* WHAT IS REQUIRED:
Because the pictures are not wanted, reproduce the rest of the records below exactly as they stand.

* DATA FOR THIS TASK:
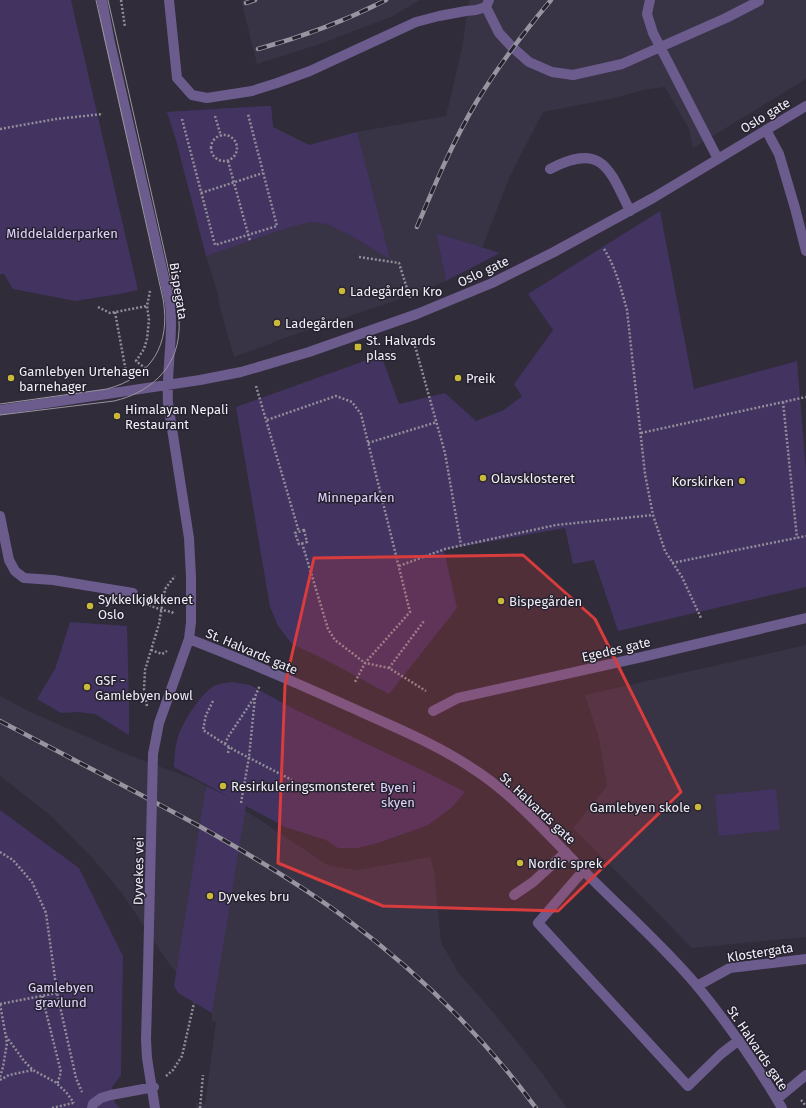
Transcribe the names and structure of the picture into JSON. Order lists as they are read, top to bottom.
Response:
{
  "streets": {
    "street": [
      "Oslo gate",
      "Bispegata",
      "Egedes gate",
      "St. Halvards gate",
      "Dyvekes vei",
      "Klostergata"
    ]
  },
  "crossings": [
    ["Oslo gate", "Bispegata"],
    ["Bispegata", "St. Halvards gate"],
    ["Bispegata", "Dyvekes vei"],
    ["St. Halvards gate", "Dyvekes vei"],
    ["St. Halvards gate", "Klostergata"]
  ],
  "parks": [
    "Middelalderparken",
    "Minneparken",
    "Byen i skyen",
    "Gamlebyen gravlund"
  ],
  "places": {
    "other": [
      "Ladegården Kro",
      "Ladegården",
      "Gamlebyen Urtehagen barnehager",
      "Preik",
      "Himalayan Nepali Restaurant",
      "Olavsklosteret",
      "Korskirken",
      "Bispegården",
      "Sykkelkjøkkenet Oslo",
      "GSF - Gamlebyen bowl",
      "Resirkuleringsmonsteret",
      "Gamlebyen skole",
      "Nordic sprek",
      "Dyvekes bru"
    ],
    "transit": ["St. Halvards plass"]
  }
}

* EXPECTED ANSWER:
Transcribe the names and structure of the picture into JSON. Order lists as they are read, top to bottom.
Response:
{
  "streets": {
    "street": [
      "Oslo gate",
      "Bispegata",
      "Egedes gate",
      "St. Halvards gate",
      "Dyvekes vei",
      "Klostergata"
    ]
  },
  "crossings": [
    ["Oslo gate", "Bispegata"],
    ["Bispegata", "St. Halvards gate"],
    ["Bispegata", "Dyvekes vei"],
    ["St. Halvards gate", "Dyvekes vei"],
    ["St. Halvards gate", "Klostergata"]
  ],
  "parks": [
    "Middelalderparken",
    "Minneparken",
    "Byen i skyen",
    "Gamlebyen gravlund"
  ],
  "places": {
    "other": [
      "Ladegården Kro",
      "Ladegården",
      "Gamlebyen Urtehagen barnehager",
      "Preik",
      "Himalayan Nepali Restaurant",
      "Olavsklosteret",
      "Korskirken",
      "Bispegården",
      "Sykkelkjøkkenet Oslo",
      "GSF - Gamlebyen bowl",
      "Resirkuleringsmonsteret",
      "Gamlebyen skole",
      "Nordic sprek",
      "Dyvekes bru"
    ],
    "transit": ["St. Halvards plass"]
  }
}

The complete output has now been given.